According to Nawfal, the crisis in Gaza can be solved by Washington and Cairo, together with the UN, engaging the international community to take responsibility for peace and conflict solutions rather than military escalation. New proposals should alleviate the humanitarian crisis, such as power and water shortages, provide greater freedom of movement for individuals in Gaza, and open up for exports and imports. Such freedom for Gaza will facilitate and open the door to the whole world.
According to Nawfal, such a sustainable political agreement must include both Hamas, the PA (Palestinian Authority of the West Bank) and Israel. Here, Hamas must agree to a long-term ceasefire and the gradual disarmament of its weapons. The PA must gradually regain control of Gaza in cooperation with Hamas. At the same time must Israel agree to significantly minimize its siege of Gaza – as part of a new ceasefire agreement.
Maisara Zaunoun
At the port area of Gaza, MODERN TIMES meets the family of Maisara Zaunoun. They jog with theirs in a short break between school exams. They express genuine concern about the UN warning and the US new plan:
'I'm getting very anxious. I always think about emigrating, to find a safe place for my family and children ", says Zaunoun. He is 47 years old, the father of five children and lives in the city of Bait Lahia, in northern Gaza:
"My concerns are based on the fact that unemployment is rising daily. The situation is getting worse, I see no solution on the horizon. Many of us have endured this miserable reality for years. But our fears are now stronger, especially due to higher living costs in Gaza, and not least because the salinity of the water tastes almost as salty as the water in the Mediterranean. " Zaunoun runs a car wash himself.
Ala'a Jabari
Ala'a Jabari, a specialist in international development and cooperation, tells MODERN TIMES that in recent years the financial situation has been about being resolved through salaries and external assistance. But he mentions India for example with pioneering experiences where unemployment was solved by the government investing in technology and data programming.

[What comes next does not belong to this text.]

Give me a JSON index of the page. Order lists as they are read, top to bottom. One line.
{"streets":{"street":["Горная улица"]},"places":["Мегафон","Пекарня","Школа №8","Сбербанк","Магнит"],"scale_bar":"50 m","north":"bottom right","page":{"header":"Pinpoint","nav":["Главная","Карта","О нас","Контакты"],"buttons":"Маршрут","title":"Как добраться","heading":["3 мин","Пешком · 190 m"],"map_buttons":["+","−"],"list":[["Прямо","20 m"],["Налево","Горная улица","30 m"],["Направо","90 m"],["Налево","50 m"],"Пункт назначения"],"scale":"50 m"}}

He thus believes that Gaza can adapt in the same way as India, by investing in technology to create new markets and job opportunities: "The Gaza government can invest in young people by teaching them programming, for example from smartphone applications," adds Jabari. to.
The Great March of Return
In the 1920s, the early Zionists believed that an improvement in the standard of living of the Arabs would reduce their opposition to the Zionist project. After the war in 1967, Israeli Moshe Dayan and his supporters expected greenhouses with mulberries (similar to blackberries) and open bridges between the West Bank and Jordan, to ensure a lasting coexistence.
The UN warning in the old Gaza 2020 report did not help. In any case, Israel did not take it seriously.
The people of Gaza also reacted with hopelessness in 2018, when they realized that there was no solution in sight. With the protests, called The Great March of Return, young Palestinians in Gaza – the vast majority of the population – showed the world that it is not just food and water they need to survive. They need freedom, dignity and hope.